This strategy guides Australia’s Official Development Assistance (ODA) expenditure in education, one of the priority sectors identified in the overarching development policy framework, Australian aid: promoting prosperity, reducing poverty, enhancing stability, released by the Minister for Foreign Affairs in June 2014.
Effective education systems can contribute directly to poverty reduction, economic growth and stability. The acquisition of knowledge and skills through education improves individuals’ earning potential and ability to invest wisely in their future and those of their families. Educating women and girls is particularly transformative; every additional year of schooling makes a difference to marriage age, fertility rates and health outcomes for women and their children.
Since 2000, impressive gains have been made globally in access to schooling (particularly primary school), but evidence shows that many enrolled children are deriving limited benefits in terms of learning. This lack of learning is now receiving widespread attention, in large part due to the demonstrated positive link between economic growth and learning (not years spent in a classroom). Challenges remain in extending adequate education services to all children, with girls, poor children, children with disabilities, and other groups faced with disadvantage being disproportionately affected. Access to early childhood care and education, as well as secondary schooling lags well behind primary schooling in many countries.

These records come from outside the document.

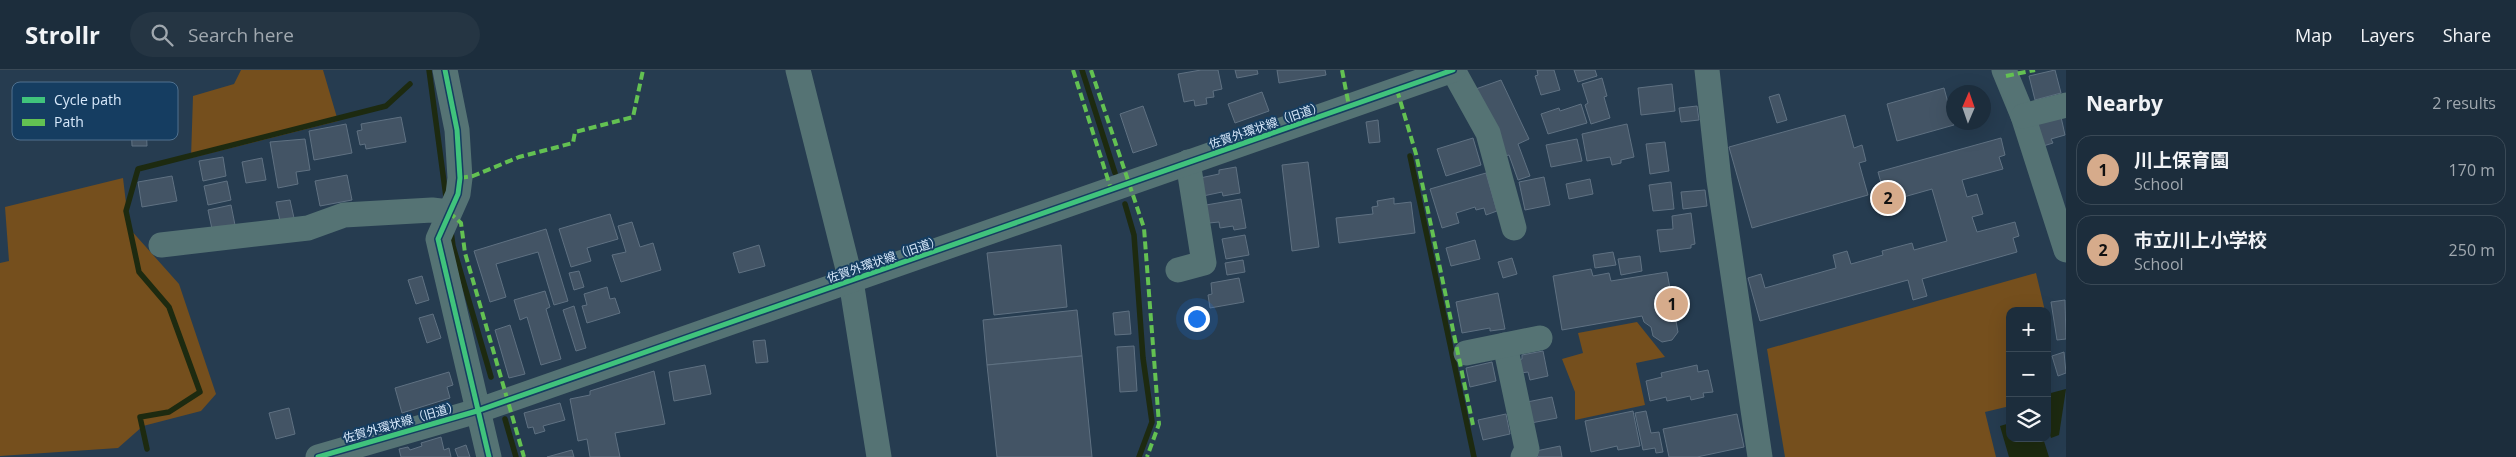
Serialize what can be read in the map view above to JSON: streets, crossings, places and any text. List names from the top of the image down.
{
  "streets": {
    "street": ["佐賀外環状線（旧道）"]
  },
  "legend": ["Cycle path", "Path"],
  "north": "top",
  "page": {
    "header": "Strollr",
    "search": "Search here",
    "nav": ["Map", "Layers", "Share"],
    "heading": ["Nearby", "2 results"],
    "list": [
      {
        "mark": "1",
        "name": "川上保育園",
        "note": "School",
        "value": "170 m"
      },
      {
        "mark": "2",
        "name": "市立川上小学校",
        "note": "School",
        "value": "250 m"
      }
    ],
    "pins": ["2", "1"],
    "map_buttons": ["+", "−"]
  }
}
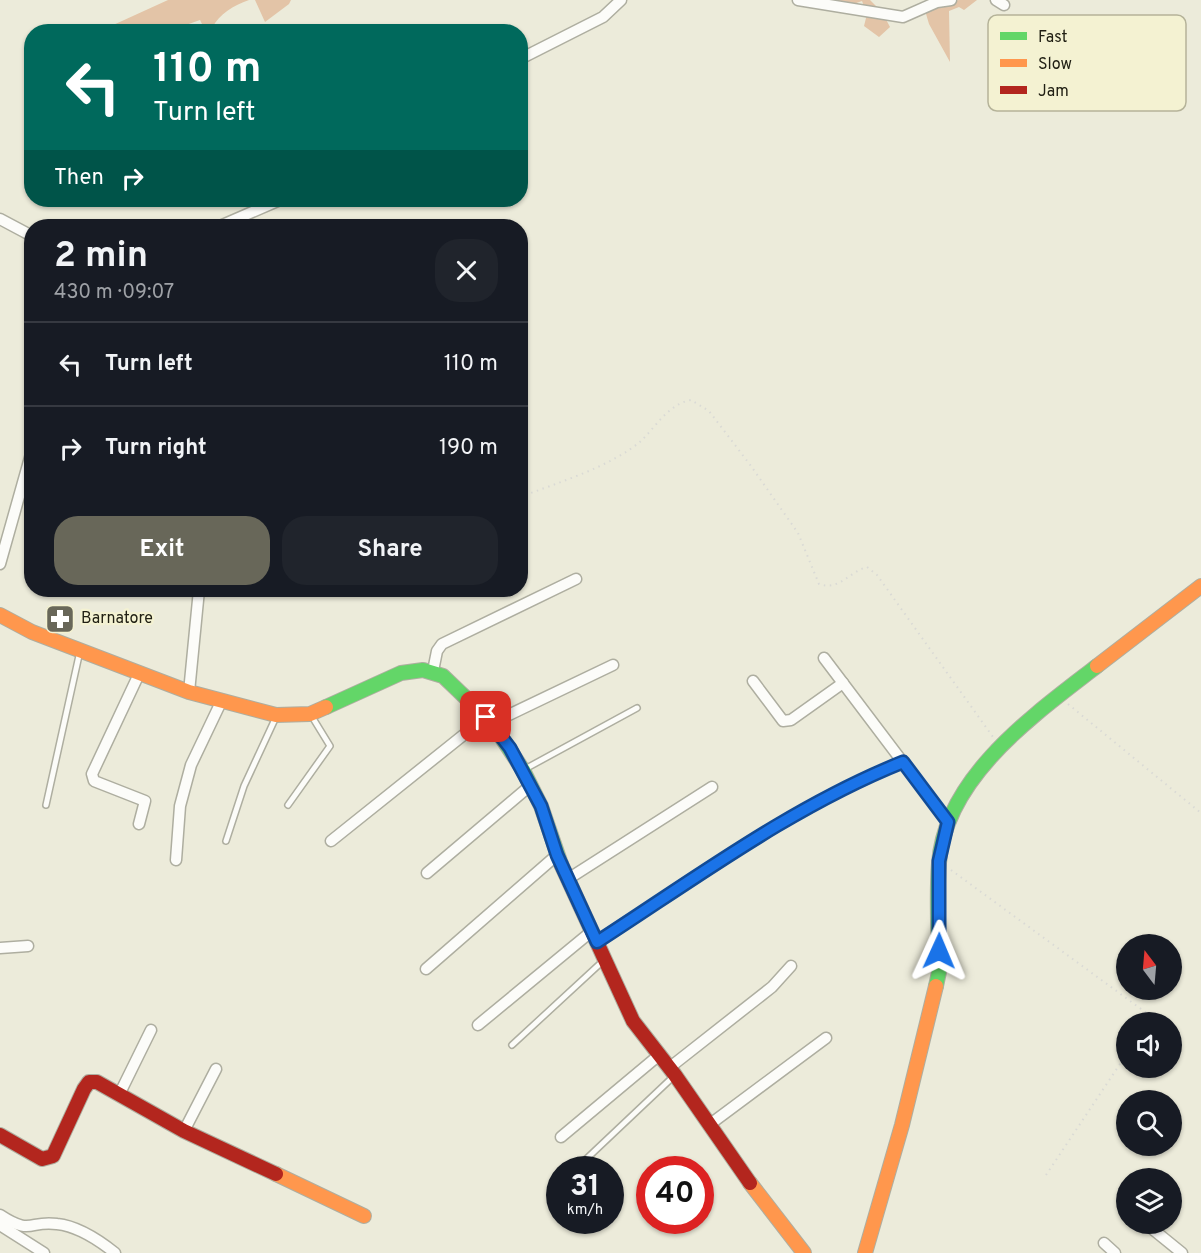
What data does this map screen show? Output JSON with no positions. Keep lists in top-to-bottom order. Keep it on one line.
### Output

Australia will invest in better education outcomes for all children and youth across the Indo-Pacific region, to contribute to reduced poverty, sustainable economic growth, and enhanced stability.
Taking a systems-based approach to education, Australia’s investments will contribute to human development through increased opportunities to access high-quality education and training. Australia will be guided by international evidence and respond to context. Support for policy dialogue and reform, evidence-based decision making, and effective partnerships (including with the private sector) will be key to efforts to promote reform. Australia will:
- Invest in early childhood care and development, which has been shown to deliver high returns, particularly for the poorest and most marginalised children.
- Invest in quality at all levels of the education system, because it is what students know and can do that matters for poverty reduction and economic growth.
- Prioritise equity, with a particular focus on gender and disability inclusiveness, because fairer education systems are also the most effective.
- Align education and skills with labour market needs, through investing in relevant and high-quality secondary and post-secondary education.